The findings run counter to the general discourse on the subject over the past few years, which has tended to highlight shortages in trades and in Western Canada, along with warnings of overall labour shortages as the baby boom generation moves into retirement.
The federal government has introduced several measures to combat the problem, including more stringent rules for obtaining unemployment insurance benefits and a new proposal, called the Jobs Grant, that would directly involve employers in decisions and funding of training programs.
The government has said it will go ahead with the program despite what appears to be near universal opposition from the provinces.
But the bank's report, authored by TD's deputy chief economist Derek Burleton and three other bank economists, says whatever skills shortages exist are isolated and likely no greater than a decade ago.
"Evidence of economy-wide shortages is hard to find," said Burleton. "Yes, across regions and occupations, skills mismatches (exist) because you are never going to get a perfect match.
"So it's not a complete myth, but it's not as extreme as people believe."
The report, which runs 52 pages, looks at a variety of factors for its conclusions, including job vacancy rates and overqualification and underqualification rates in comparison with other countries.
They also looked at wage gains on the theory that if labour is scarce, employers will pay more to obtain it.
But even in Alberta and Saskatchewan, which for years have led the country in low unemployment rates and have real shortages in certain trades, the report suggests the problem is far from crisis proportions.
"The story on the wage data remains curious, as wage gains out West have not increased to the extent that one might have thought given the signs of tightness," the economists wrote.
Nor do they buy into dire predictions of massive labour shortages down the road as the aging workforce moves into retirement, noting that older Canadians are working longer and that other market adjustments are likely to occur.
The latest Bank of Canada business outlook survey released last week did show an uptick in firms reporting difficulty finding specific skills, but the bank added that in general "firms do not consider the intensity of labour shortages to be very different from 12 months ago."
The TD economists do say that skills mismatches could increase in the future and urges governments, business and educators to increase their focus on skills and training "to provide Canada with a world-leading workforce in the 21st century."
In an overview of Canada's labour market over the last decade, the economists judge that Canada has fared far better than the United States and other members of the Group of Seven big industrial economies, with the possible exception of Germany.

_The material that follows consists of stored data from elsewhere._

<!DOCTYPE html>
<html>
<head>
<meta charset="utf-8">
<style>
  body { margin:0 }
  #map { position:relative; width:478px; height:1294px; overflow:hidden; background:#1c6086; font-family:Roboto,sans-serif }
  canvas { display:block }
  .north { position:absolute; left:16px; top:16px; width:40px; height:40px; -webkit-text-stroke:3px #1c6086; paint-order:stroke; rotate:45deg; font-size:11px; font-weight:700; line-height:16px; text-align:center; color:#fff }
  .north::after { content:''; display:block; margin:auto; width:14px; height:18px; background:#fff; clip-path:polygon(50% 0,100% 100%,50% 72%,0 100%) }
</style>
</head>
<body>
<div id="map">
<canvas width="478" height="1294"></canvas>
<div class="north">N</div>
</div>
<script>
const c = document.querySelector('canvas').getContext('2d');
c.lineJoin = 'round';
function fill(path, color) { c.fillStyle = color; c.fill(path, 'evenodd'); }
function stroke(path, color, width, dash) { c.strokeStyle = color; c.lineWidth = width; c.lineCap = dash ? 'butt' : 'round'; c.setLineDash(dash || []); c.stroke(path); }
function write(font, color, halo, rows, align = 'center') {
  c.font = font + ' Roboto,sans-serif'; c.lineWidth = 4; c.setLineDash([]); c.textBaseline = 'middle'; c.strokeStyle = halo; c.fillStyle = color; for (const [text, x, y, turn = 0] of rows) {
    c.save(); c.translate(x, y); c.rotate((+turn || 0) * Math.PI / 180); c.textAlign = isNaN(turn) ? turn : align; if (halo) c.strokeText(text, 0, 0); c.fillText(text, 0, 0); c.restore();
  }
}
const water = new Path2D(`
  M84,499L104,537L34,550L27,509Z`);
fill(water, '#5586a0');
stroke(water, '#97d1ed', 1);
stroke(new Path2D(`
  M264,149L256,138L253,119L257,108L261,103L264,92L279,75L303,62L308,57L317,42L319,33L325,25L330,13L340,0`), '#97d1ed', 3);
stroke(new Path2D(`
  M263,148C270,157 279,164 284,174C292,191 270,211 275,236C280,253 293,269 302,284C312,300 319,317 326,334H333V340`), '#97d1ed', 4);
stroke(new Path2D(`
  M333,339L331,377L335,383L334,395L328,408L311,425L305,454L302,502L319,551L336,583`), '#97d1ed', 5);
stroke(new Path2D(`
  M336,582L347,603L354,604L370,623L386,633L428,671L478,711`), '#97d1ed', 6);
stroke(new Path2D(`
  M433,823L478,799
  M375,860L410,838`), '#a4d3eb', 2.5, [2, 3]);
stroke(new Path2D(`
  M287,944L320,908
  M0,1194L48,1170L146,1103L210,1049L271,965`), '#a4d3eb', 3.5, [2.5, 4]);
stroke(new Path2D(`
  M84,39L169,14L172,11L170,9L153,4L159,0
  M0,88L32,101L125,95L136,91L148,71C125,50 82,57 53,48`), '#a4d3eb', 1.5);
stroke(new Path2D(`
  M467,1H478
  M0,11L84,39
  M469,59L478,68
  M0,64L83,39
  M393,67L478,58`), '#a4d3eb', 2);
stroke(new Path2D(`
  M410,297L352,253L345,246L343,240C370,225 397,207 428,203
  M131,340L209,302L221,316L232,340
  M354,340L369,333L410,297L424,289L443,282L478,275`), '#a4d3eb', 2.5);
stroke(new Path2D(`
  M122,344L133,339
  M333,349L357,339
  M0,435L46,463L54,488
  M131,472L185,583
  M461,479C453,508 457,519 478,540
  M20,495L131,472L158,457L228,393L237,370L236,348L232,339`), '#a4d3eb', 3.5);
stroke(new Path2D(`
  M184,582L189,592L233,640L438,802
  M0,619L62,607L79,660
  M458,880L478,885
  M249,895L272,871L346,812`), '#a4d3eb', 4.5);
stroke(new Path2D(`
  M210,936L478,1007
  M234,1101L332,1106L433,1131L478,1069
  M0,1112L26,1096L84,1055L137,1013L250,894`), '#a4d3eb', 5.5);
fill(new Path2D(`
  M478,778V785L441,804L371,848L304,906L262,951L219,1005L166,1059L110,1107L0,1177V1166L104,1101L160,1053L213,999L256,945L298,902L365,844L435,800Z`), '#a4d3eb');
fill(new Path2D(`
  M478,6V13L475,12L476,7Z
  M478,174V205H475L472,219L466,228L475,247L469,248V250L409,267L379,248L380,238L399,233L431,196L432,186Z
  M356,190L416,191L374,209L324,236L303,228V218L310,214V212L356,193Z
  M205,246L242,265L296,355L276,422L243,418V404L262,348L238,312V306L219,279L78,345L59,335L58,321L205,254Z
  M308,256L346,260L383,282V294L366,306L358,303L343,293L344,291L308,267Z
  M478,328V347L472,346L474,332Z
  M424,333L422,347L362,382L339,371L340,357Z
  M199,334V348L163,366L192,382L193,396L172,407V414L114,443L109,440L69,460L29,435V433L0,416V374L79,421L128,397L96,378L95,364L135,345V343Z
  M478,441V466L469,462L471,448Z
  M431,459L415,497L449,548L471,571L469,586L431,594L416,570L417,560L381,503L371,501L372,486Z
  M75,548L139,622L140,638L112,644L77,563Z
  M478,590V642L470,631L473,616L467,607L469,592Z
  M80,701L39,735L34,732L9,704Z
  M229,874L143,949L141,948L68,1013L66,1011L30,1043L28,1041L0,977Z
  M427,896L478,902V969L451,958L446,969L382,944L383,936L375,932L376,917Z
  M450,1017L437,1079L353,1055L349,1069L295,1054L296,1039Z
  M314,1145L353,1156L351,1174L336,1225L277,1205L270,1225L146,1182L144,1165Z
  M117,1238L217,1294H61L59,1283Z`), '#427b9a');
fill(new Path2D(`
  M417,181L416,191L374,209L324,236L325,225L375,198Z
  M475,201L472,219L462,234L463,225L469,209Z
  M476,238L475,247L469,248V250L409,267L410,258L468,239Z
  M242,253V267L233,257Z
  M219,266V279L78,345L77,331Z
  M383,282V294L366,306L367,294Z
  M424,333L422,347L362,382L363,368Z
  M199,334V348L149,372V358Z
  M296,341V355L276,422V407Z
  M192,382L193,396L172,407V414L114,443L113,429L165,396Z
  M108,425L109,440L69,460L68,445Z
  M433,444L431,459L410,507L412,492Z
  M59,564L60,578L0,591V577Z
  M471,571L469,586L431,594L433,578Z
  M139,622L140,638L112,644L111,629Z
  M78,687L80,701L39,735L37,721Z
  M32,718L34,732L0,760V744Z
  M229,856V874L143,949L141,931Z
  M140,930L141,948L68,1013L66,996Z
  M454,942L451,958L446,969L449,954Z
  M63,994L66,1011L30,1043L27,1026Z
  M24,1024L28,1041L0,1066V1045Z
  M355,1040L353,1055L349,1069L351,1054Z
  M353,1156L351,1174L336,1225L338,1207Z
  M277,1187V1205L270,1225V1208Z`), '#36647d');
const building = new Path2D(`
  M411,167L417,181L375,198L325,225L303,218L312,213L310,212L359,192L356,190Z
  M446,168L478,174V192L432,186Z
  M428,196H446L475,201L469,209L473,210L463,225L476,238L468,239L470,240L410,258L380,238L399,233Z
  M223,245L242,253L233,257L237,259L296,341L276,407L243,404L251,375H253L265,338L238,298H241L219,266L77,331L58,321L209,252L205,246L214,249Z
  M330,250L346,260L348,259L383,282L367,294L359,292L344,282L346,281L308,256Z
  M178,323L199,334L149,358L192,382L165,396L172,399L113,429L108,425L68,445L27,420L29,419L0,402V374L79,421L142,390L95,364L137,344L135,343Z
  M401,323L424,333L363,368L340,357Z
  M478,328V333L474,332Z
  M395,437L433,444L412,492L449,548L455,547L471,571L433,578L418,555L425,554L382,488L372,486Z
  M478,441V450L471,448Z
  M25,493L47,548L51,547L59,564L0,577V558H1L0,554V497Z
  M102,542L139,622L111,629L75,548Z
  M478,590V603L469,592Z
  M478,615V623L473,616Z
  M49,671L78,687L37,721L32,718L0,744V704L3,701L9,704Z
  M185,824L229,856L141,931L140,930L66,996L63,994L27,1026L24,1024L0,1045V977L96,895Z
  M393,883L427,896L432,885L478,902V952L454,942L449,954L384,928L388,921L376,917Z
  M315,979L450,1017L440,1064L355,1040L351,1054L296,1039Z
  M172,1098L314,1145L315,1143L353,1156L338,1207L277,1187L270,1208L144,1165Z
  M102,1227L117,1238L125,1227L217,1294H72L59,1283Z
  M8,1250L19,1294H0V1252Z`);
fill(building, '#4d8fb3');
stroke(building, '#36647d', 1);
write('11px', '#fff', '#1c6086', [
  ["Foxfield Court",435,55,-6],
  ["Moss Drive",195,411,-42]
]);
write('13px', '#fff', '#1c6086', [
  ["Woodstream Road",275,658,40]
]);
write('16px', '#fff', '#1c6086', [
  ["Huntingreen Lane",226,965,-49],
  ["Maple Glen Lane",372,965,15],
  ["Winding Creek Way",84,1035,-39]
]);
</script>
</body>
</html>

Despite the dip during the 2008-09 recession, job growth in Canada has averaged 1.3 per cent a year between 2003 and 2013, compared with 0.4 per cent for the U.S. and 0.3 per cent for the G7 as a whole.
Canada's pace of job creation has been slightly better than the growth in the labour market during the period, the economists say.
The authors noted other trends, including a growth in temporary or contract jobs, which may show a deterioration of job quality but could also be attractive to older workers.
They say older workers are "punching well beyond their weight," in terms of their takeup of new jobs, while youth unemployment remains elevated.
Still, they say concerns about a "lost generation" is overstated, saying the job outcome of recent university graduates, including those with liberal arts degrees, "are likely better than many Canadians perceive."